Normal operation through an intuitive web interface. There is a console with simple syntax and the usual ZFS management commands. On the web, statistics, iSCSI / NSF / SMB target generation, creating and managing mount points. Here, just the most important thing is why we took the Nexent - thin provisioning & deduplication. For us in the world of virtualization, deduplication is everything - in each of the hundreds of 10GB Windows VPS, the places are almost the same. In nexent, they come together at the block level.
Further, customers order large disks for viralok and do not use them completely. The average use with the OS is about 15G. In Nexent, we can make a virtual iSCSI target (shared mount point on ISCSI) with an arbitrary size, for example, 500T. This does not affect disk usage, as new data appears there - space is wasted.

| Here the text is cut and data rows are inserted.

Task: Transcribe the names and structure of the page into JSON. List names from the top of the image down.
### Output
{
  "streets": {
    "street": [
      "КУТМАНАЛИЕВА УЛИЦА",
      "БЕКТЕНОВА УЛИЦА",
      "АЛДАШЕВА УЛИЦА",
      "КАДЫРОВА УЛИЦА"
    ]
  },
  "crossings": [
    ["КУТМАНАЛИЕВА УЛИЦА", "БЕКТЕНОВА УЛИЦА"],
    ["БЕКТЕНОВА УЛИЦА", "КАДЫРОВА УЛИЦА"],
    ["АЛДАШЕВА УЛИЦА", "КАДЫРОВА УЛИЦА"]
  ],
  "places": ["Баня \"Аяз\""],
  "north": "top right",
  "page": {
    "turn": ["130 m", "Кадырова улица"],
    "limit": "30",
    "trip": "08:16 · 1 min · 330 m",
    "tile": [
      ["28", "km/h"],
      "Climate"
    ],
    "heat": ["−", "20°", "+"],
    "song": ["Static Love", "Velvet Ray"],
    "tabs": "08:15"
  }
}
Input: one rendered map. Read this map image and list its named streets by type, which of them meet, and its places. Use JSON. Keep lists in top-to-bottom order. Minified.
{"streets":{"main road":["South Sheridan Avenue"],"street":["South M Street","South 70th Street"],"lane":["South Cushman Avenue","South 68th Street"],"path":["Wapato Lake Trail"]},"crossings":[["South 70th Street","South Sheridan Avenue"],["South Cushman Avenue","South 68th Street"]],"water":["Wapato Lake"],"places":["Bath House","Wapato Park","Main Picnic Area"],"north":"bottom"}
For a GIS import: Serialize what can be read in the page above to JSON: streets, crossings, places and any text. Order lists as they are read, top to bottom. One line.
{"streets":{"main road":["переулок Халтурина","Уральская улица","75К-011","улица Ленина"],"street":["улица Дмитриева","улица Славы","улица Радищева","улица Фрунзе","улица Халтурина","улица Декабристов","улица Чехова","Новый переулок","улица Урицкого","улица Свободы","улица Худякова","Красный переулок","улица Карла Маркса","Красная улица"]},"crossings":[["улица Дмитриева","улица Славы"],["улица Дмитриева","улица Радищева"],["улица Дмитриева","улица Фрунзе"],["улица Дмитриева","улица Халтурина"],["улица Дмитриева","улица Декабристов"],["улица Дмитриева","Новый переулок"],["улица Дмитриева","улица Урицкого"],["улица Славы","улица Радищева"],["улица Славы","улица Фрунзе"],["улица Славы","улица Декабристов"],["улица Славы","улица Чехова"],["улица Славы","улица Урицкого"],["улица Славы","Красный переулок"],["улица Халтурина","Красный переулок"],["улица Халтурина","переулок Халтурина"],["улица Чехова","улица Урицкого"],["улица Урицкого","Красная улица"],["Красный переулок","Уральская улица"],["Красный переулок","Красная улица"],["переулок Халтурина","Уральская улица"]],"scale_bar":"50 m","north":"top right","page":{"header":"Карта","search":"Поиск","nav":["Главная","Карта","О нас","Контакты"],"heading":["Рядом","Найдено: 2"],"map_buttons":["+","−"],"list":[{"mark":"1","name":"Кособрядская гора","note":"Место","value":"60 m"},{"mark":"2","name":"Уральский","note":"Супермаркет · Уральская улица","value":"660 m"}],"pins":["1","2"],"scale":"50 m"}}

The pool capacity can be expanded at any time by adding new disks. This is not a dramatic event when expanding RAID6 with a capacity of 10Tb on a traditional controller, you simply add more disks and the system starts using them. Nothing is rebuilt, data is not moved anywhere.
Nexenta gives complete statistics on how it feels and works for itself - here are the data on the processor load, network interfaces, memory, cache, disaggregation by disk, IOPS by disk / target, etc.
Nature ZFS - the simplicity of snapshots. The system can take pictures from mount points at a given interval and store them on an external storage. You can do asynchronous replication to the nexent side by side. Viral machines themselves can be baked using the means of the used system of virilization.
Yes, 10G and multi-tiered storage do almost miracles. On tests from the Windows 2008 Standard edition stand with a regular iSCSI initiator and a Qlogic card, we received a delay of about 2-4 ms, linear transfers of about 700-800 MB per second and more than 31000 IOPS for reading at a queue depth of 16 requests. There were about 25,000 per IOPS record, but in our mass virtualization environment, reading per record is about 1 in 10. We have about 3,000 IOPS per line. The file size for tests does not affect the speed, you can at least 1T.
As the disks fill and load increases, we will add more disks, which will add speed and space.
The main purpose of this solution is to send iSCSI targets to the highly available cluster of Windows Server 2012 for Cluster Shared Volumes to work and to KVM nodes working under SolusVM to organize LVM with which we are working. Deduplication and all the buns described above allow us to keep prices at an excellent level.
The second purpose is to provide customers with the iSCSI target service as a pay-as-you-go service so that our customers no longer need to make their filer if they need a cluster. Since we specialize in large dedicated servers with SLAs for 4 hours, we know why they are taken. It will be possible to seriously save through the use of a centralized infrastructure.
We can now distribute targets at a speed of 1GB, and 10GB. Client targets are automatically snapshot and replicated to archive storage.
I hope this post will be useful and will help to avoid a rake when choosing a solution for multi-level budget vaults. We will work, I will write observations. We look forward to comments and welcome to HOSTKEY .
Last Friday we talked about the experience with deploying 180 IPSs using SolusVM , which we all liked except for the lack of subtle allocation of resources. That is what was important to us to ensure uninterrupted service of a cluster based on KVM with Linux, as well as on Hyper-V Windows Server 2012.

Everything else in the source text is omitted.